Give a verbatim copy of the data, leaving the pictures out.

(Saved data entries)
************

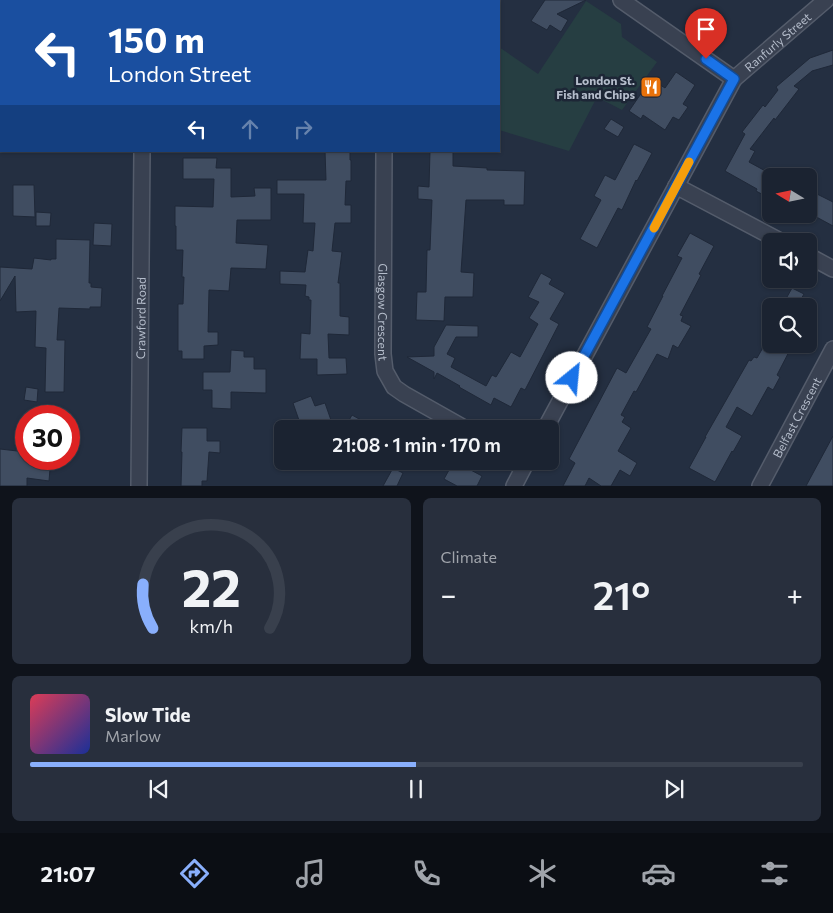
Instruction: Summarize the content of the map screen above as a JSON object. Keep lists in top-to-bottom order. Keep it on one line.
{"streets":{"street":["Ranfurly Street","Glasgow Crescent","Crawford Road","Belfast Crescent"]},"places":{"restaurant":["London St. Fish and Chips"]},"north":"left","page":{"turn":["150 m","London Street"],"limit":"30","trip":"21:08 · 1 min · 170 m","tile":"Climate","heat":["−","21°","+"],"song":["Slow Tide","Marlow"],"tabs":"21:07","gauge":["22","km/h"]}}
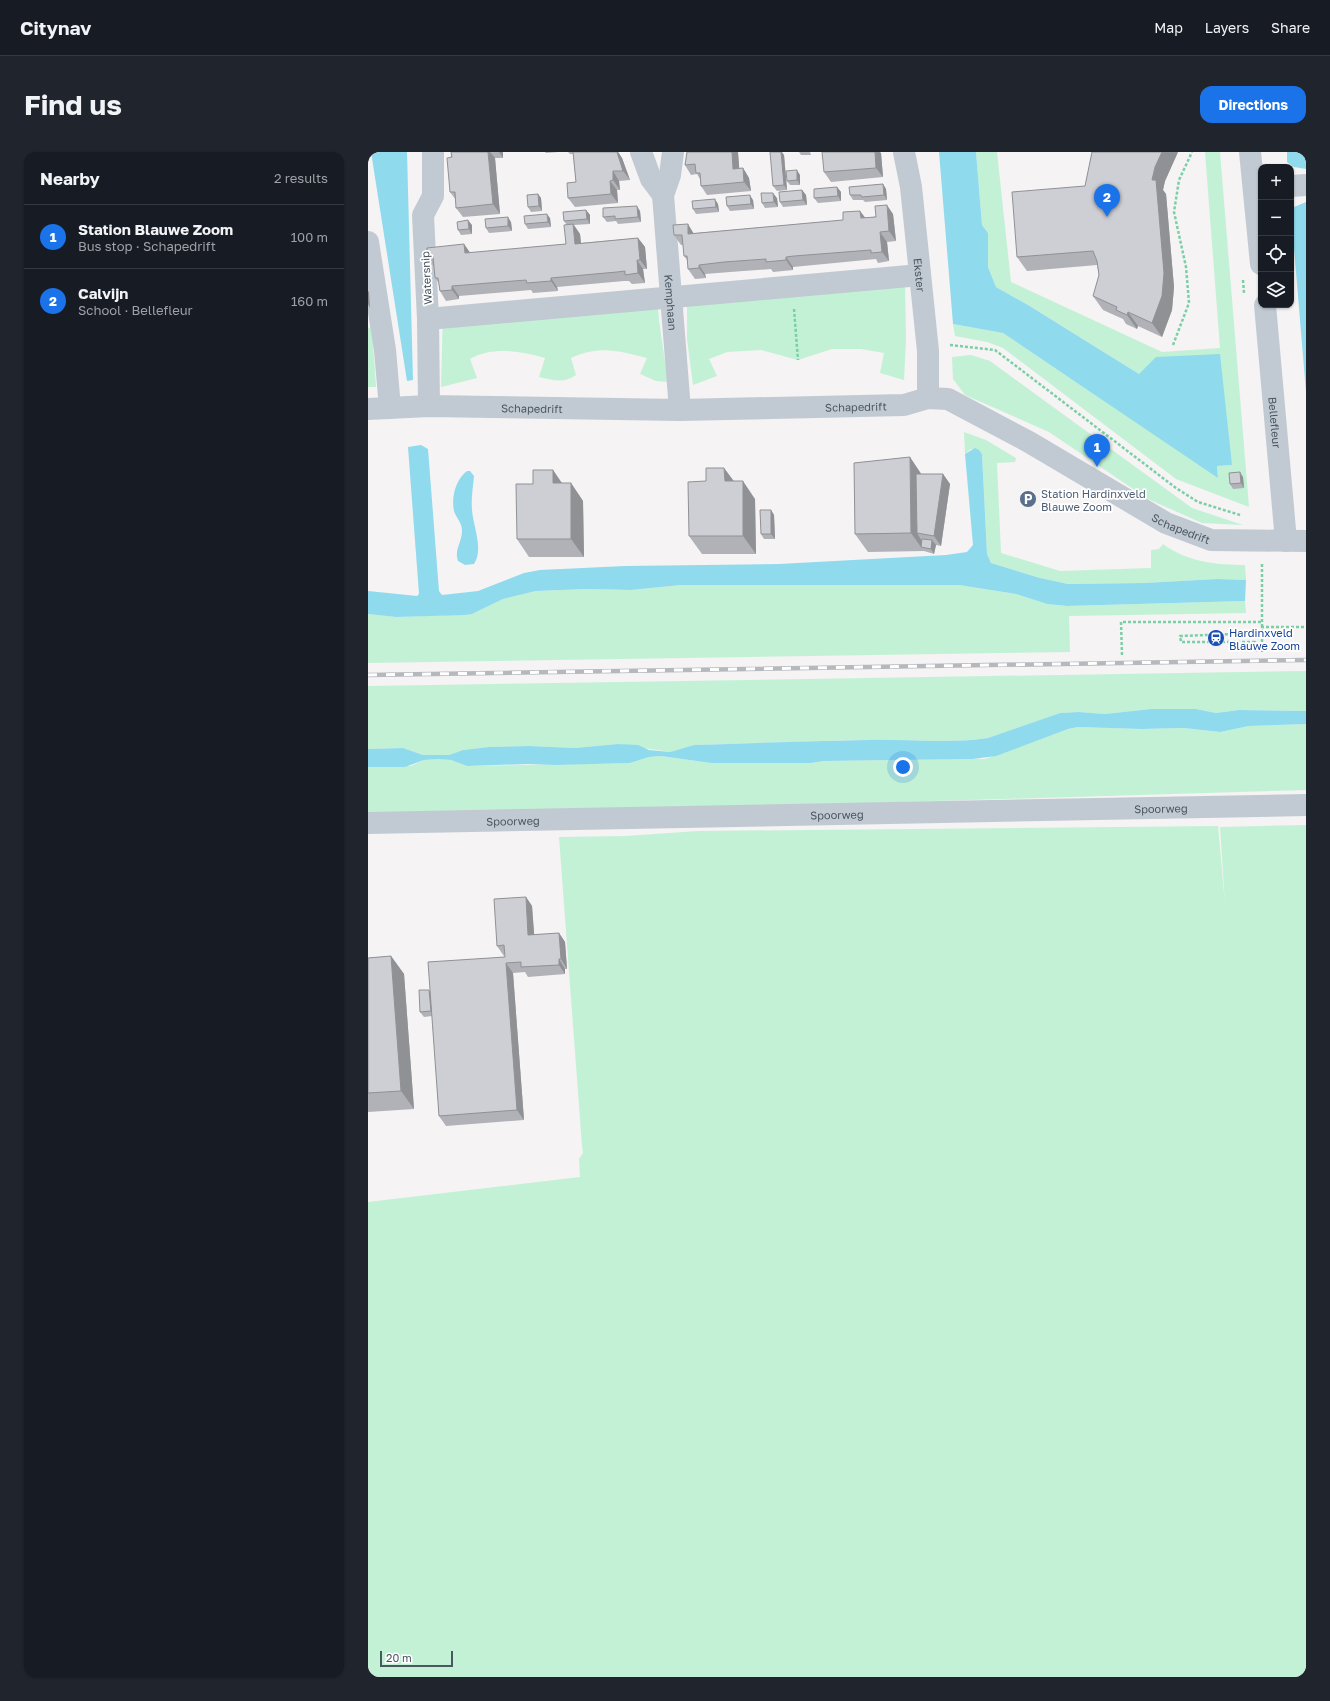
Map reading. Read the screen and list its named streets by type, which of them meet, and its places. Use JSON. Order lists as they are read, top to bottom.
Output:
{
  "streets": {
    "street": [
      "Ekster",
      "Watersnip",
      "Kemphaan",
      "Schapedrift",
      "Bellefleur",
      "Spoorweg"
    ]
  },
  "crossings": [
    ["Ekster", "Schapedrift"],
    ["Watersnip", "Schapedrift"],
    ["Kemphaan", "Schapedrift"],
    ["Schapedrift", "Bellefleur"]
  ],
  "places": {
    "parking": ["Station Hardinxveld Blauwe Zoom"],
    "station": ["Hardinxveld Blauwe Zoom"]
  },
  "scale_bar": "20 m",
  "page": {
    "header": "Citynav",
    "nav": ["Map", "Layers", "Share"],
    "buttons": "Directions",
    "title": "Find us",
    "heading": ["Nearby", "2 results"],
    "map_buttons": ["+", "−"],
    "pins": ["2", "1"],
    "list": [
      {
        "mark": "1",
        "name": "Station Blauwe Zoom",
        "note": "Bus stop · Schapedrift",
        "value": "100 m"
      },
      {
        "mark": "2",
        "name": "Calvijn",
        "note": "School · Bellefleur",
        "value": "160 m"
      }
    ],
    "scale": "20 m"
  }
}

************

**Solution below**:
Instruction: Summarize the content of the map screen above as a JSON object. Keep lists in top-to-bottom order. Keep it on one line.
{"streets":{"street":["Ranfurly Street","Glasgow Crescent","Crawford Road","Belfast Crescent"]},"places":{"restaurant":["London St. Fish and Chips"]},"north":"left","page":{"turn":["150 m","London Street"],"limit":"30","trip":"21:08 · 1 min · 170 m","tile":"Climate","heat":["−","21°","+"],"song":["Slow Tide","Marlow"],"tabs":"21:07","gauge":["22","km/h"]}}
Map reading. Read the screen and list its named streets by type, which of them meet, and its places. Use JSON. Order lists as they are read, top to bottom.
Output:
{
  "streets": {
    "street": [
      "Ekster",
      "Watersnip",
      "Kemphaan",
      "Schapedrift",
      "Bellefleur",
      "Spoorweg"
    ]
  },
  "crossings": [
    ["Ekster", "Schapedrift"],
    ["Watersnip", "Schapedrift"],
    ["Kemphaan", "Schapedrift"],
    ["Schapedrift", "Bellefleur"]
  ],
  "places": {
    "parking": ["Station Hardinxveld Blauwe Zoom"],
    "station": ["Hardinxveld Blauwe Zoom"]
  },
  "scale_bar": "20 m",
  "page": {
    "header": "Citynav",
    "nav": ["Map", "Layers", "Share"],
    "buttons": "Directions",
    "title": "Find us",
    "heading": ["Nearby", "2 results"],
    "map_buttons": ["+", "−"],
    "pins": ["2", "1"],
    "list": [
      {
        "mark": "1",
        "name": "Station Blauwe Zoom",
        "note": "Bus stop · Schapedrift",
        "value": "100 m"
      },
      {
        "mark": "2",
        "name": "Calvijn",
        "note": "School · Bellefleur",
        "value": "160 m"
      }
    ],
    "scale": "20 m"
  }
}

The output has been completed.